About the talk:

Given the urgency and complexity of energy transitions, it is vital that research into energy behaviour does not stop at the user side of the meter, but considers the wider behaviours across all sectors that play a role in shaping energy systems. Currently, behavioural research relating to energy predominantly focuses on consumers, and furthermore on their energy efficiency and conservation behaviours. It is critical to broaden the scope of what is considered to be energy behaviour to encompass all human actions – including the acquisition, use and divestment of energy-related technologies and materials – that affect how energy is produced, transformed and consumed to achieve products and services. The behaviour (and ‘energy culture’) of those who reinforce or re-shape energy end-use consumption, including the energy industry, policy makers and innovators, is of equal if not greater interest to that of consumers.
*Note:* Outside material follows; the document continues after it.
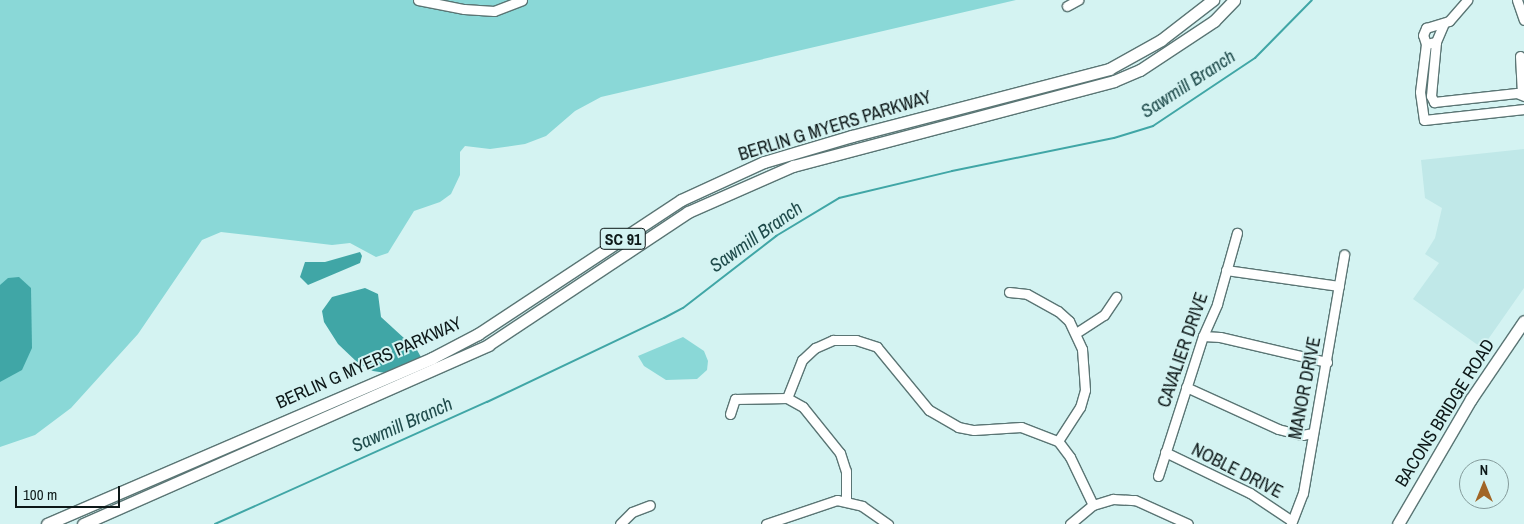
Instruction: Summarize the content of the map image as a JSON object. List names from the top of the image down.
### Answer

This broader focus is an important and legitimate area of inquiry for social scientists and interdisciplinary teams.


About the Speaker:

Janet Stephenson is a social scientist with a particular interest in societal responses to environmental challenges.  She is the Director of the Centre for Sustainability at the University of Otago, which carries out interdisciplinary collaborative research in agriculture, food, energy and environment.  She leads the 4-year research programme Energy Cultures 2 which examines opportunities to support energy-related behaviour change in households, businesses and transport and a research team member in the 6-year project Renewable Energy and the Smart Grid looking at the potential for household uptake of photovoltaics, electric vehicles and demand-wide management.  Janet has also carried out research on the social acceptance of renewable electricity developments in New Zealand.  She is a member of the Trust Board of New Zealand’s National Energy Research Institute.